> _The task_:
Could you output the whole listing exactly as it stands, minus any images?

> _Data_:
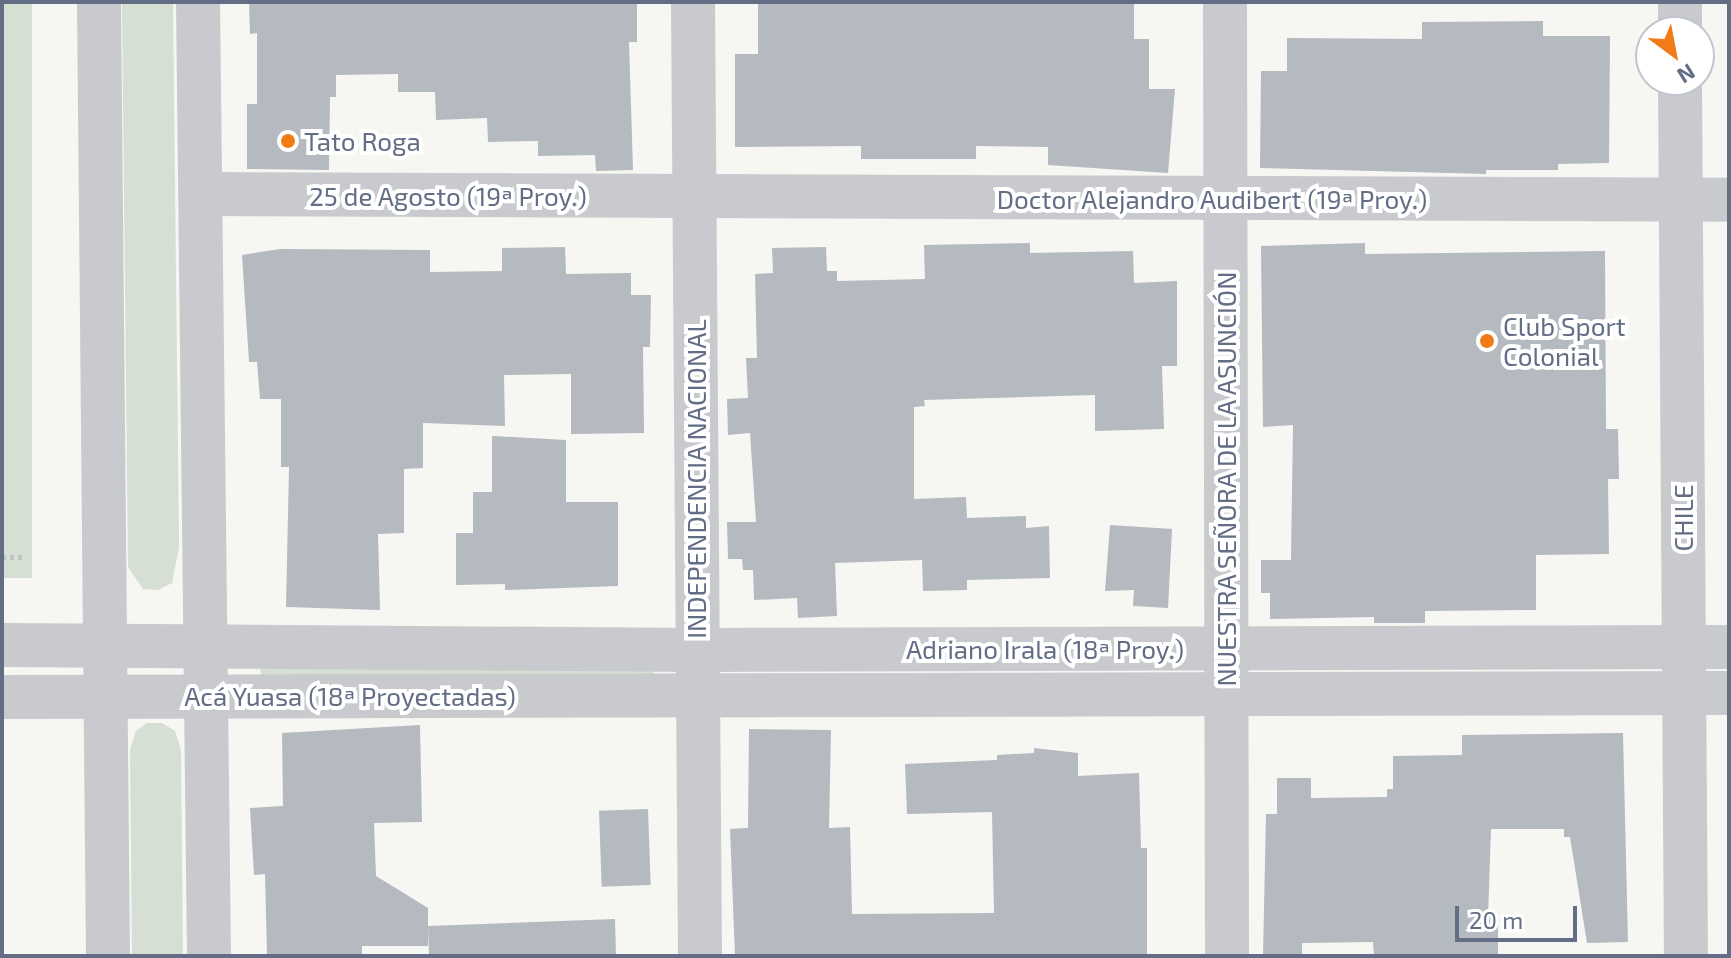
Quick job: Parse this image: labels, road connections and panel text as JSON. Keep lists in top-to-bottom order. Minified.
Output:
{"streets":{"street":["25 de Agosto (19ª Proy.)","Doctor Alejandro Audibert (19ª Proy.)","INDEPENDENCIA NACIONAL","NUESTRA SEÑORA DE LA ASUNCIÓN","CHILE","Adriano Irala (18ª Proy.)","Acá Yuasa (18ª Proyectadas)"]},"crossings":[["25 de Agosto (19ª Proy.)","Doctor Alejandro Audibert (19ª Proy.)"],["25 de Agosto (19ª Proy.)","INDEPENDENCIA NACIONAL"],["Doctor Alejandro Audibert (19ª Proy.)","INDEPENDENCIA NACIONAL"],["Doctor Alejandro Audibert (19ª Proy.)","NUESTRA SEÑORA DE LA ASUNCIÓN"],["Doctor Alejandro Audibert (19ª Proy.)","CHILE"],["INDEPENDENCIA NACIONAL","Adriano Irala (18ª Proy.)"],["INDEPENDENCIA NACIONAL","Acá Yuasa (18ª Proyectadas)"],["NUESTRA SEÑORA DE LA ASUNCIÓN","Adriano Irala (18ª Proy.)"],["CHILE","Adriano Irala (18ª Proy.)"],["Adriano Irala (18ª Proy.)","Acá Yuasa (18ª Proyectadas)"]],"places":["Tato Roga","Club Sport Colonial"],"scale_bar":"20 m","north":"bottom right"}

> _Answer to this problem_:
Quick job: Parse this image: labels, road connections and panel text as JSON. Keep lists in top-to-bottom order. Minified.
Output:
{"streets":{"street":["25 de Agosto (19ª Proy.)","Doctor Alejandro Audibert (19ª Proy.)","INDEPENDENCIA NACIONAL","NUESTRA SEÑORA DE LA ASUNCIÓN","CHILE","Adriano Irala (18ª Proy.)","Acá Yuasa (18ª Proyectadas)"]},"crossings":[["25 de Agosto (19ª Proy.)","Doctor Alejandro Audibert (19ª Proy.)"],["25 de Agosto (19ª Proy.)","INDEPENDENCIA NACIONAL"],["Doctor Alejandro Audibert (19ª Proy.)","INDEPENDENCIA NACIONAL"],["Doctor Alejandro Audibert (19ª Proy.)","NUESTRA SEÑORA DE LA ASUNCIÓN"],["Doctor Alejandro Audibert (19ª Proy.)","CHILE"],["INDEPENDENCIA NACIONAL","Adriano Irala (18ª Proy.)"],["INDEPENDENCIA NACIONAL","Acá Yuasa (18ª Proyectadas)"],["NUESTRA SEÑORA DE LA ASUNCIÓN","Adriano Irala (18ª Proy.)"],["CHILE","Adriano Irala (18ª Proy.)"],["Adriano Irala (18ª Proy.)","Acá Yuasa (18ª Proyectadas)"]],"places":["Tato Roga","Club Sport Colonial"],"scale_bar":"20 m","north":"bottom right"}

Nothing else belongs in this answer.